Die eigentliche Oscar-Party steigt in Oberreitnau
Julia Drache hat noch viele Pläne - Ihre Schwester lernt deutschen Oscar-Preisträger im Hotel kennen
LINDAU - Auch wenn es nicht mit dem Oscar geklappt hat: Die Nominierung hat das Leben der Drehbuchautorin Julia Drache ganz schön auf den Kopf gestellt. Aufträge flattern ins Haus, neue Projekte und Kontakte entstehen. Auch ihre Schwester Jessica Hildebrandt hatte in Los Angeles eine Begegnung, die sie so schnell nicht vergessen wird. Und das, obwohl sie in Los Angeles nicht mal bei der Verleihung dabei sein konnte.

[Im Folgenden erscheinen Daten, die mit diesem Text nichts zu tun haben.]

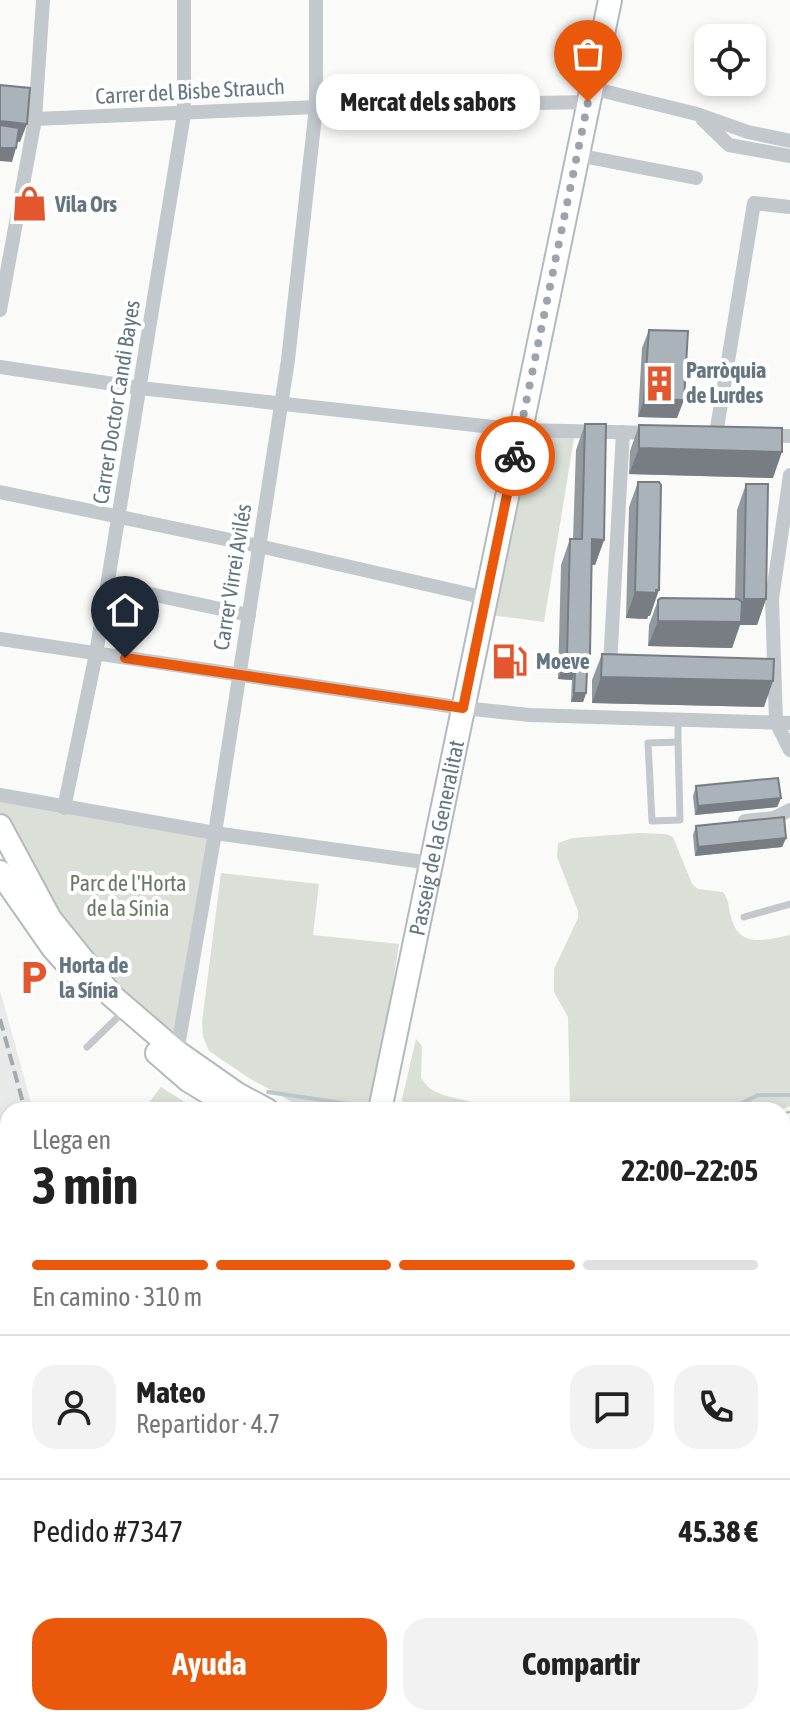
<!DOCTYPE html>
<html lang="es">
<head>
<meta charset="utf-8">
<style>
  :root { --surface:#fff; --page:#f2f2f2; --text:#222; --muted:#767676; --line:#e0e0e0; --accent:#ea580c }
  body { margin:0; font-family:"Asap Condensed",sans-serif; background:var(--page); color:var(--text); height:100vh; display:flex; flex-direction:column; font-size:30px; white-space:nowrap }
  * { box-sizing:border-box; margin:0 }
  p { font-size:26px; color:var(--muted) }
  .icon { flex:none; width:44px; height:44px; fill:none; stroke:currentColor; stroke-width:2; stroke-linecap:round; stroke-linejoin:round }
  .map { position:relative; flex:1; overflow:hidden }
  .side { position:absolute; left:0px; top:1102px; width:790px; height:624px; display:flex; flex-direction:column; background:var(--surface); border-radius:24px 24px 0 0; box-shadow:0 4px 12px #0003 }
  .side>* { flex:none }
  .controls { position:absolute; left:694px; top:24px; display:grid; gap:16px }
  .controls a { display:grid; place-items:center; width:72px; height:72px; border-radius:16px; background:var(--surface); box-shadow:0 4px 12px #0003; font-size:40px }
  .pin { position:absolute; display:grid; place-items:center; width:68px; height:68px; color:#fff; margin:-82px -34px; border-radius:50% 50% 50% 0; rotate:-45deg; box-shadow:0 0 8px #0007 }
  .pin .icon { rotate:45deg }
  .courier { position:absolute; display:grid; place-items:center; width:80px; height:80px; margin:-40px; border:6px solid #ea580c; border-radius:50%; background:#fff; color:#222; box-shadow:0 2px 10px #0007 }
  .bubble { position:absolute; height:56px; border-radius:24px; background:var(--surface); box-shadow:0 4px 12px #0003; font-size:26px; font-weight:700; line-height:56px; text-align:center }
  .headline em { font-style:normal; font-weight:700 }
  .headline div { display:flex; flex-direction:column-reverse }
  .headline { display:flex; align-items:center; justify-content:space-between; height:136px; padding:0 32px }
  h1 { font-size:52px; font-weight:700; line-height:60px }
  .bar { display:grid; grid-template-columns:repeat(4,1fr); gap:12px 8px; align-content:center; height:96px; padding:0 32px }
  .bar i { height:10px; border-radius:6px; background:var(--line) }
  .bar .selected { background:var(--accent) }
  .bar p { grid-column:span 4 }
  .line { display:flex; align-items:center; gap:20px; padding:0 32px; border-top:2px solid var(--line) }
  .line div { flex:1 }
  .round { display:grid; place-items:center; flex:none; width:84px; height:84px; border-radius:24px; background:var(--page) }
  .primary-button { display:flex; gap:16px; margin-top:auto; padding:16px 32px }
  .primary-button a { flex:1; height:92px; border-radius:24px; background:var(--accent); color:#fff; font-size:32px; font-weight:700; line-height:92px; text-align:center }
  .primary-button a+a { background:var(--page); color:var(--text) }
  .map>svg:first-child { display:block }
</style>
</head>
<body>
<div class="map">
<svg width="790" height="1726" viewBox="0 0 790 1726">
  <rect width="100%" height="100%" fill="#fafaf8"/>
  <path fill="#e8e9e9" d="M0,990L33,1110H8V1235L0,1237Z"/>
  <g fill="#dadfd7">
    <path d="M520,430L575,432L544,622L482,614Z"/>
    <path d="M0,795L215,833L177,1052L112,996L0,826Z"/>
    <path d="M639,833L666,834L673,837L692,884L698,889L723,892C730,901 728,907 731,917C739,949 766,940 790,935V1106L781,1110H404L402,1099L416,1039L422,1046L421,1078C425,1083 428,1088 434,1091C459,1104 545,1114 570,1103L568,1017L554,992V969L578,918V911L557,857L558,843L573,838Z"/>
    <path d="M221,873L319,884L313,935L399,944L376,1097L367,1110H306L249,1078L209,1051L203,1037L202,1022Z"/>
    <path d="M161,1087L197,1110H143Z"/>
    <path d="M790,1142V1206L782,1209V1145Z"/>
    <path d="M790,1667V1726H774L776,1718H782V1697Z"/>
    <path d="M188,1718H290L289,1726H191Z"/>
  </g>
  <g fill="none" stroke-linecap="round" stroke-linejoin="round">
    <g stroke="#bbc7cb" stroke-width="4">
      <path d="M268,1092L349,1104"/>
      <path d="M163,1110L167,1106"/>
      <path d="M728,1110L758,1095H790"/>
      <path d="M0,1243L8,1242"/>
      <path d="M782,1476L790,1489"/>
      <path d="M781,1726L790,1689"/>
    </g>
    <defs>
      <g id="secondary">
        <path d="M0,826L50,919L112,996L177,1052L237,1094L267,1110"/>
        <path d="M0,872L53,948L78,976"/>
        <path d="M157,1053L188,1080L229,1105"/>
        <path id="s1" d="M380,1110L610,0"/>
        <path d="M782,1127L790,1124"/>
        <path d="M258,1726L260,1718"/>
      </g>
    </defs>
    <use href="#secondary" stroke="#b3babf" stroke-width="26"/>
    <g stroke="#c3c8cc" stroke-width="7">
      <path d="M678,742L680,820L652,821L648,743L678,742V719"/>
      <path d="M744,917L790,904"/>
      <path d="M87,1047L117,1018"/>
    </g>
    <g stroke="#c3c8cc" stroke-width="14">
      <path d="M591,88L697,114L748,132L790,141"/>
      <path d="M35,119L316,107L588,102"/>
      <path d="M703,120L729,145L790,156"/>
      <path d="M577,155L696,178"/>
      <path d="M0,310L35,119L43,0"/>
      <path d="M0,367L140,388L520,430L656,433"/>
      <path d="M716,434L754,203L790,207"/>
      <path d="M764,435L790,436"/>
      <path d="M790,475L772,599L776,722L790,750"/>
      <path d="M0,492L259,546L486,598"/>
      <path d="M108,585L249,615"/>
      <path d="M0,639L463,708L530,715L790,723"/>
      <path d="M618,665H610L623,432"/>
      <path d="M0,795L215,833L431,863"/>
      <path d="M64,808L96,654L184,114V0"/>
      <path d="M745,821L774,818L790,810"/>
      <path d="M177,1052L215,833L288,360L316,107V0"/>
    </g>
    <use href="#secondary" stroke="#fff" stroke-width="22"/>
    <g stroke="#a2aab0" stroke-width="4" stroke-dasharray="12 6" stroke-linecap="butt">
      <path d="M0,1019L25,1110"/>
      <path d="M182,1718L184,1726"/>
    </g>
  </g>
  <g fill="#929a9f">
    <path d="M649,330L677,418L638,417L642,348Z"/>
    <path d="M585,424L604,540L595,565H592L590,654L584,671L586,693L583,702H571L572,680L558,679L561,565L570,539H573L576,450Z"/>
    <path d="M639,425L773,478L629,474L630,451Z"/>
    <path d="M638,482L650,616H648L647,619L626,618L629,507Z"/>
    <path d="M746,484L766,599L757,625H740L732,648L648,646L649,625L658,600L735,599L737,510Z"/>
    <path d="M602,654L764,707L592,703V680Z"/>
    <path d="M696,786L781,798L777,807L695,815L693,796Z"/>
    <path d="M696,826L786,838L782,847L695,856L693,835Z"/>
  </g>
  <g fill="#777d82">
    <path d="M0,121L27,124L20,142L0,139Z"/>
    <path d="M0,148H16L12,162L0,161Z"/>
    <path d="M644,399L684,400L677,418L638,417Z"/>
    <path d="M639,448L782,452L773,478L629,474Z"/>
    <path d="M592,539L604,540L595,565H583Z"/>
    <path d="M659,590L650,616H648L647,619L626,618L635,592Z"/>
    <path d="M744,599H766L757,625H740L732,648L648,646L658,621L736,622Z"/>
    <path d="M567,654H590L580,680L575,671L572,680L558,679Z"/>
    <path d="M601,677L773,681L764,707L592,703Z"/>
    <path d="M574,693H586L583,702H571Z"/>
    <path d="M781,798L777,807L695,815L698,806Z"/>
    <path d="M786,838L782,847L695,856L698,847Z"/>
  </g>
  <g fill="#aab3b9" stroke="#777d82" stroke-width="2">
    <path d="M0,85L30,88L27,124L0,121Z"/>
    <path d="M0,125L19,128L16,148H0Z"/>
    <path d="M649,330L688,331L684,400L644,399Z"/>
    <path d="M585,424H606L604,540L592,539L590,654H567L570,539H582Z"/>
    <path d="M639,425L782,428V452L639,448Z"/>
    <path d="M638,482H659L661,485L659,590H656V593L635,592Z"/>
    <path d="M746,484H768L766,599H744Z"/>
    <path d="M661,598L738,599L742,602L741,622L658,621V600Z"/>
    <path d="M602,654L774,659L773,681L601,677Z"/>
    <path d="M575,671H587L586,693H574Z"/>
    <path d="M778,778L781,798L698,806L696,786Z"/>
    <path d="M784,817L786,838L698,847L696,826Z"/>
  </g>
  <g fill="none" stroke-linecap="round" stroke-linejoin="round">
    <path stroke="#99a4ac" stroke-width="8" stroke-dasharray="0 14.4" d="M515,456L588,102"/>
    <path stroke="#ea580c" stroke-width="10" d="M125,658L463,708L515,456"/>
  </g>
  <defs>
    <symbol id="shop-bare" viewBox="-9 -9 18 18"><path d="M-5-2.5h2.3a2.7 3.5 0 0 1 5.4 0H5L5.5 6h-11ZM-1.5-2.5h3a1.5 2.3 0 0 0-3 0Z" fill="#e4572e" stroke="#fff" stroke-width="2.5" paint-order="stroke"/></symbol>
    <symbol id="building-bare" viewBox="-9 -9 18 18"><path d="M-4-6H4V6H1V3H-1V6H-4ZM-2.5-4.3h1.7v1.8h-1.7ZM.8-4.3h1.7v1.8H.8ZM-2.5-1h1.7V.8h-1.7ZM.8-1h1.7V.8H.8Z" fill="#e4572e" stroke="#fff" stroke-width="2.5" paint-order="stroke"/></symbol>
    <symbol id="fuel-bare" viewBox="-9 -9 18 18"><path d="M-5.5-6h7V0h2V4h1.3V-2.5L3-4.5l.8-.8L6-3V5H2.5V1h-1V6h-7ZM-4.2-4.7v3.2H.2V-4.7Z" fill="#e4572e" stroke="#fff" stroke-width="2.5" paint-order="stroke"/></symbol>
    <symbol id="parking-bare" viewBox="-9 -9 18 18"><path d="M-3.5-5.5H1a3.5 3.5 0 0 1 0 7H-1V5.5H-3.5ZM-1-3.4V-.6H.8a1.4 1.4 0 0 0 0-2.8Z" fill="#e4572e" stroke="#fff" stroke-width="2.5" paint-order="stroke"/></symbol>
  </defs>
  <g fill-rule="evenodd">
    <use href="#shop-bare" x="4" y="178" width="51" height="51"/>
    <use href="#building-bare" x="634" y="358" width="51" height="51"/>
    <use href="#fuel-bare" x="484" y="636" width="51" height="51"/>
    <use href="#parking-bare" x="8" y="952" width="51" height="51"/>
  </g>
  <g text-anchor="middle" stroke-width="8" stroke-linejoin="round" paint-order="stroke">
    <g font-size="22" fill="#657683" stroke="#fff">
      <text transform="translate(190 91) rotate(-3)" y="8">Carrer del Bisbe Strauch</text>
      <text transform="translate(116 402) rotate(-81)" y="8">Carrer Doctor Candi Bayes</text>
      <text transform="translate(232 577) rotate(-81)" y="8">Carrer Virrei Avilés</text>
      <text dy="8" stroke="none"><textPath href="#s1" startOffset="278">Passeig de la Generalitat</textPath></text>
    </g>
    <g font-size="22" font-weight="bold" fill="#657683" stroke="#fff" text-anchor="start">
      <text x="55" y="212">Vila Ors</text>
      <text x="686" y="378">Parròquia<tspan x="686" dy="25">de Lurdes</tspan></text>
      <text x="536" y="669">Moeve</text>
      <text x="59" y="973">Horta de<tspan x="59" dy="25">la Sínia</tspan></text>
    </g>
    <g font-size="22" fill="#687a64" stroke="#fff">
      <text x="128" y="891">Parc de l'Horta<tspan x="128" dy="25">de la Sínia</tspan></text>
    </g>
  </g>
</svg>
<div class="controls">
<a><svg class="icon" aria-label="locate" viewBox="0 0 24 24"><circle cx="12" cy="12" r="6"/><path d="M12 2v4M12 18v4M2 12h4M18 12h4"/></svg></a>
</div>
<div class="pin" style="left:588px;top:102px;background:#ea580c"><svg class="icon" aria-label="bag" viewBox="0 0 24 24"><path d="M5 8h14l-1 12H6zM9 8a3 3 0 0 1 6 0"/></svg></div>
<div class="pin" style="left:125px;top:658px;background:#1f2937"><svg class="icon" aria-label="home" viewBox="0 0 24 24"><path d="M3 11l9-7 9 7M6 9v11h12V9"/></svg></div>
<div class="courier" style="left:515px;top:456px"><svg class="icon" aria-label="bike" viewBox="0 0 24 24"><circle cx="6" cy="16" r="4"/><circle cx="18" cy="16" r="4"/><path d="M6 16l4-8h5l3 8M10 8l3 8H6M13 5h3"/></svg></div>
<div class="bubble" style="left:316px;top:74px;width:224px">Mercat dels sabors</div>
<section class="side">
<div class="headline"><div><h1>3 min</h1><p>Llega en</p></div><em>22:00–22:05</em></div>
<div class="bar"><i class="selected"></i><i class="selected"></i><i class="selected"></i><i></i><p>En camino · 310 m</p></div>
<div class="line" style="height:144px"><a class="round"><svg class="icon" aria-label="person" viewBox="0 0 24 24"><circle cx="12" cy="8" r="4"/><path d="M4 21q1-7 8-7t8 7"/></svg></a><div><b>Mateo</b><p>Repartidor · 4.7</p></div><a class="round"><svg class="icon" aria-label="chat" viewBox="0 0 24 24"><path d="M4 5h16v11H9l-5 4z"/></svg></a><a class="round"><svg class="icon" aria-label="phone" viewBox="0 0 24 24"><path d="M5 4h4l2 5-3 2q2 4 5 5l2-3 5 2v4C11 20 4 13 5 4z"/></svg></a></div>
<div class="line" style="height:104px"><div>Pedido #7347</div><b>45.38 €</b></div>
<div class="primary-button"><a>Ayuda</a><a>Compartir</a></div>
</section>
</div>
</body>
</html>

Die Trost-Schoko-Oscars, die es auf der Afterparty gab, sind längst verspeist. Aber wer braucht schon LA wenn Oberreitnau wartet? Denn die richtige After-Oscar-Party fand ohnehin erst am Wochenende in Oberreitnau statt. Dazu hatte ihr Schwager, der Mann von Jessica, eingeladen, und Familie, Freunde und natürlich die Kinder von Julia Drache haben kräftig gefeiert. „Wer kriegt schon so eine Party, obwohl man nicht gewonnen hat?“, sagt Julia Drache lachend. „Ich weiß, alle sagen, dass sie nicht enttäuscht sind. Aber ich bin es wirklich nicht.“Wer sie strahlen sieht, glaubt ihr.
Julia Drache hat sich im Fernsehen die ganze Verleihung in Ruhe noch einmal angeschaut. „Im Publikum war es total laut“, sagt sie, vieles habe sie gar nicht mitbekommen. Vermutlich war sie auch etwas abgelenkt von der Prominenz rundherum. Schließlich hatte sie zuvor auf dem roten Teppich ihren Lieblingsregisseur Ruben Östlund („The Square“) getroffen. „Da dachte ich, ich fall in Ohnmacht“, gesteht die 36Jährige. Ist sie aber nicht, sie haben sich sogar kurz unterhalten.
„Es war gut, die große Schwester dazuhaben“, sagt Julia Drache. Jessica Hildebrandt war mit ihrer besten Freundin nach Los Angeles geflogen, um ihrer Schwester beizustehen. Auch wenn sie nicht ins Dolby Theatre kam: Jessica war ein große Stütze für die etwas kränkelnde Oscarhoffnung, die sie kurzerhand in ihr Hotelbett verfrachtete. Und als ein Fahrer fehlte, übernahm Jessica Hildebrandt auch schnell noch den Chauffeurdienst vors Theater. Immerhin kam sie so dem roten Teppich ganz nah.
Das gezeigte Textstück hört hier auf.